The report from the University Hospital in Heidelberg gives the impression that blood tests and special molecular biological examinations can be used to detect a previously undiagnosed malignant breast tumour. Without the necessary background information, this might suggest that a tumour cell that happens to flow past in the blood test can be picked up and the tumour can be detected. This misconception is easily refuted: in a blood test, a 5-10 ml blood sample is taken. There are 4-5 litres of blood in a woman’s body. It is therefore quite unlikely that a certain tumour cell will pass by exactly at the moment the blood is taken. Therefore, the probability that cancer cells could be identified as such in a test of this kind is very low.

False diagnoses

Although the idea of a blood test, as presented by the University Hospital in Heidelberg, is excellent in the eyes of many physicians, it must first be thoroughly tested for its practical use. As the University Hospital recently confirmed, 30 women were falsely tested positive for breast cancer in 100 examinations, while the cancer was not always detected in those suffering from the disease.

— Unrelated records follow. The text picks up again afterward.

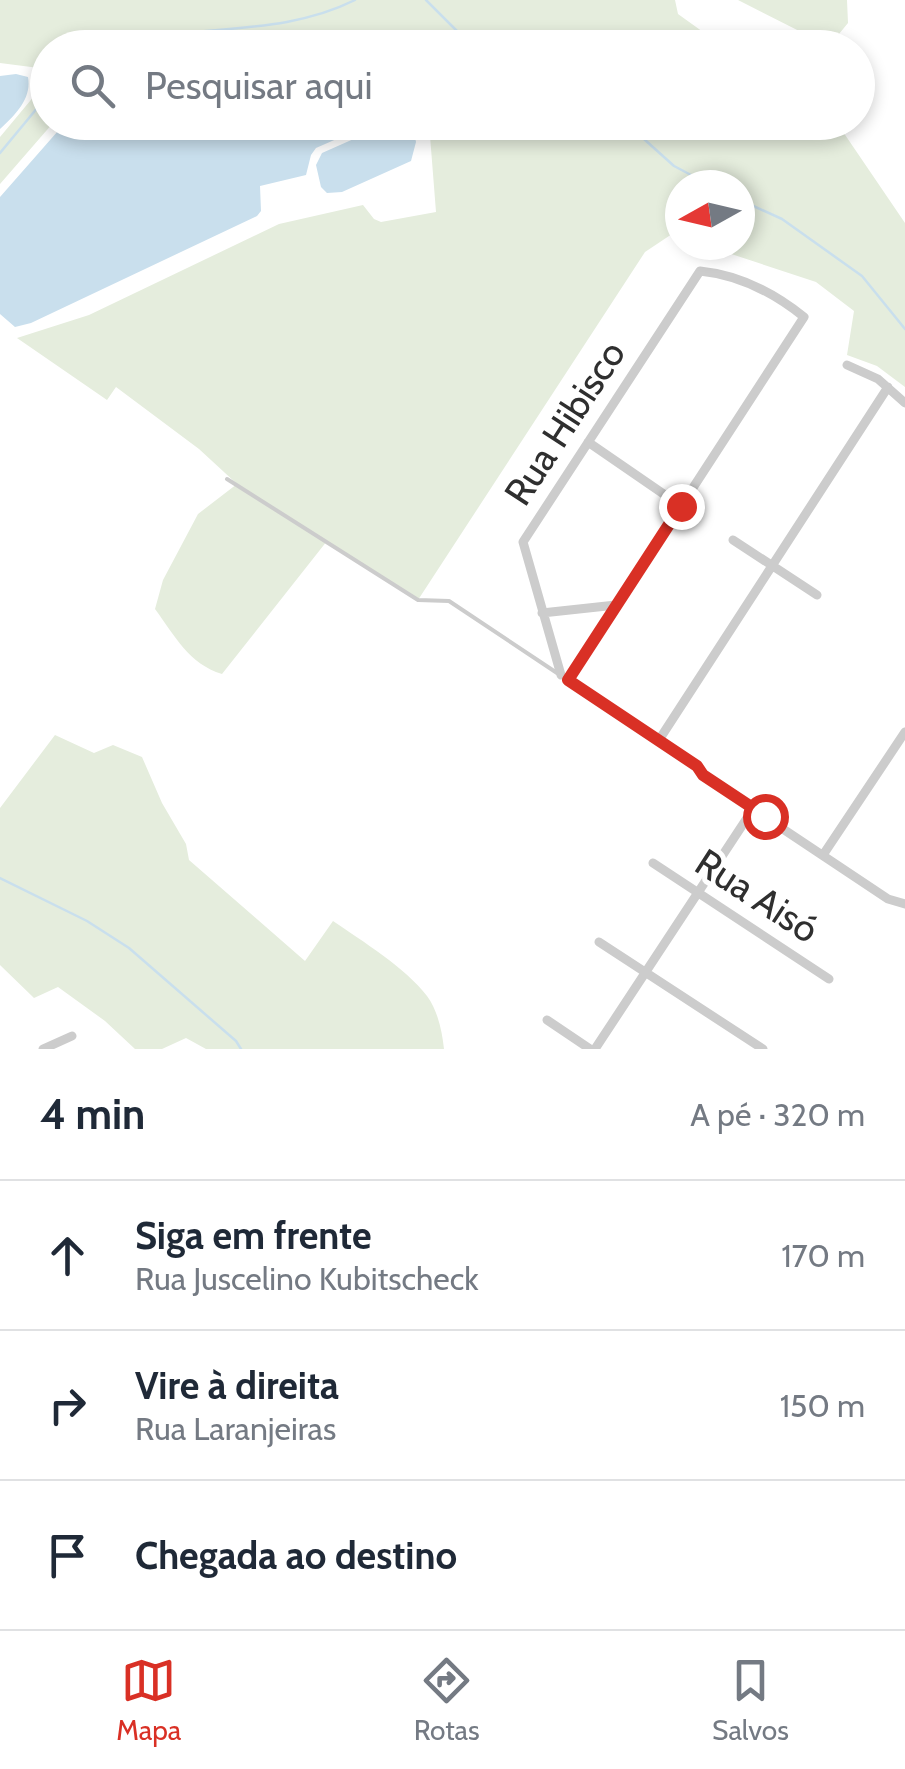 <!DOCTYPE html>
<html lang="pt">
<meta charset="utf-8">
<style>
body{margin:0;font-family:Cabin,sans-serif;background:#f6f6f7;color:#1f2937}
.compass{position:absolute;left:665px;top:170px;width:90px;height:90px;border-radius:50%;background:#fff;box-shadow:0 5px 15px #0003;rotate:262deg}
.stop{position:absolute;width:30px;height:30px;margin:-22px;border:8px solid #d93025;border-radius:50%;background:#fff}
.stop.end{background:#d93025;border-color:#fff;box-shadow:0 2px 10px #0008}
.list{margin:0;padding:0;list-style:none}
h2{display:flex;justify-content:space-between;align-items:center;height:130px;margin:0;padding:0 40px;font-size:42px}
h2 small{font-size:32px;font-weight:400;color:#747a83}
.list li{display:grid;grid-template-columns:65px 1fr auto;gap:30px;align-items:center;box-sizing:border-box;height:150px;padding:0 40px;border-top:2px solid #e0e1e3}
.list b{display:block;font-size:38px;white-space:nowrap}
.list p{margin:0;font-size:32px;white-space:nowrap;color:#747a83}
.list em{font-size:32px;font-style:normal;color:#747a83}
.icon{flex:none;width:55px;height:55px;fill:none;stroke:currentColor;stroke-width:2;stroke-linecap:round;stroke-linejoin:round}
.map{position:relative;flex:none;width:905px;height:1049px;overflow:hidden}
.search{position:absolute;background:#fff;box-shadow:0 5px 15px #0003;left:30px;right:30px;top:30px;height:110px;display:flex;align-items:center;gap:25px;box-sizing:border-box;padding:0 35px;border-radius:55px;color:#747a83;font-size:38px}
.sheet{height:580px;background:#fff}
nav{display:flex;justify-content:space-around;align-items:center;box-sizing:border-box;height:140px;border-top:2px solid #e0e1e3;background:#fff;font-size:28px;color:#747a83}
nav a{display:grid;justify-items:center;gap:5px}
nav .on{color:#d93025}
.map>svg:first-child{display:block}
.green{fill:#e5eddd}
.water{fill:#c9dfed}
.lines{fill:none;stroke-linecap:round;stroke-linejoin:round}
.stream{stroke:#c9dfed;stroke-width:2.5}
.lane{stroke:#ccc;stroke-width:4}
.street{stroke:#ccc;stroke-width:9}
.route{stroke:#d93025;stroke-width:12}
.labels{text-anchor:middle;stroke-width:10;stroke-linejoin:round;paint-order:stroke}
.street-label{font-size:38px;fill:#2f2f2f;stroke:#fff}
</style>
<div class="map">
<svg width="905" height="1049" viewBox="0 0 905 1049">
<rect width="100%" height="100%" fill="#fff"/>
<path class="green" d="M0,0H675L678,14L724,47L48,48V122L53,123L0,184V137L35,95L39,68L0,63Z
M738,0H847L848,23L834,40L813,38Z
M429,123H837L905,223V387L877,366L847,355L854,311L816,282L704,245H740V185H680V237L672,234L645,252L418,600L327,541L222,674C189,664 175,636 155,609L163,580L198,514L237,484L199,449L116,387L107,400L17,338L89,315L279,224L363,205L374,219L381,222L436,212Z
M55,735L94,753L113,745L142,757L162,803L186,844L189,860L305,961L333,921C362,941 406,968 427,996C438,1011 442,1031 444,1049H206L186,1038L162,1049H135L105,1021L58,987L34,998L0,965V808Z"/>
<path class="water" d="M16,74L28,77C32,99 15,115 0,129V76Z
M392,122L412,123L416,142L411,161L342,192L327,193L321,187L316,165L322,153Z
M65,123V122L373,123L316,148L311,155L306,175L260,186L261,211L257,216L31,323L15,327L0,314V197Z"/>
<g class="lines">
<path class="stream" d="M426,0L463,37L486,48
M106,48C187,22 278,39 355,0
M625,122L674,166L710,185
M0,153L48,95
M740,200L782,219L862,276L905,329
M0,878L87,921L129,948L236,1041L241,1049"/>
<path class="lane" d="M227,479L418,600L449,601L557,673
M569,681L697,766L703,775L753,809"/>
<path class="street" d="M847,365L878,379L905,403
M588,442L681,506
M733,540L817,595
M542,613L616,605
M561,675L523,542L700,271C740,275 773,292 804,317L568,680
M659,740L888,387
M823,855L905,732
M653,863L829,979
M599,942L763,1049
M547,1020L590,1049
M43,1049L72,1036
M595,1049L753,809L888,899L905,904"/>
</g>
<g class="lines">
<path class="route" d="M681,506L568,680L697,766L703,775L765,816"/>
</g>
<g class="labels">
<g class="street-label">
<text transform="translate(565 423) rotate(-57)" y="13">Rua Hibisco</text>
<text transform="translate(757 896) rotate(33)" y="13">Rua Aisó</text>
</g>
</g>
</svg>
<svg class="compass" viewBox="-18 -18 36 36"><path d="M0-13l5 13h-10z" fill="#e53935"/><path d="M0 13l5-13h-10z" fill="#747a83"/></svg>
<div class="stop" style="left:765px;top:816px"></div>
<div class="stop end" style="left:681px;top:506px"></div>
<div class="search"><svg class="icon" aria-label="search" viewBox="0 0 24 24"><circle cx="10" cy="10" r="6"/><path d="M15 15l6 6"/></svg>Pesquisar aqui</div>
</div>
<section class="sheet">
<h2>4 min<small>A pé · 320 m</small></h2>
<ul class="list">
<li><svg class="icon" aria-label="ahead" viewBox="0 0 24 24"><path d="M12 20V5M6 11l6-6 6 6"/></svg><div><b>Siga em frente</b><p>Rua Juscelino Kubitscheck</p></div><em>170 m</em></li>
<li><svg class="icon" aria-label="right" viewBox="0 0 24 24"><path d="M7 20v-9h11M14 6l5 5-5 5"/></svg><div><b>Vire à direita</b><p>Rua Laranjeiras</p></div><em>150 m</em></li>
<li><svg class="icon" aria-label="arrive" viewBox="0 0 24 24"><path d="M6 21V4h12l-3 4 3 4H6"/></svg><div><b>Chegada ao destino</b></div></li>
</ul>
</section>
<nav>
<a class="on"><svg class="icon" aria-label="map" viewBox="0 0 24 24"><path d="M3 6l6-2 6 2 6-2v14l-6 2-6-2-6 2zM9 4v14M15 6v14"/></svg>Mapa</a>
<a><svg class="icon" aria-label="directions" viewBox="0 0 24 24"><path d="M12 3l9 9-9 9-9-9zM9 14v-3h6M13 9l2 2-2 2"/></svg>Rotas</a>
<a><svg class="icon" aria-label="saved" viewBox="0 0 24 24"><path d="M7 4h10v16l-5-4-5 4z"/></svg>Salvos</a>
</nav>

So it will take some time before this type of blood test is suitable for general use. However, physicians find it surprising and ethically questionable that a renowned institution such as the Heidelberg University Hospital allows a faux pas of this magnitude and gives false hope to millions of women by presenting an inadequately tested method to the public without thorough proof.

According to figures published by the German Cancer Society, breast cancer is the most common cancer among women in industrialised countries, accounting for about 30.5 percent of all cases. In Germany, more than 70,000 women are diagnosed with breast cancer and almost 20,000 die from it every year.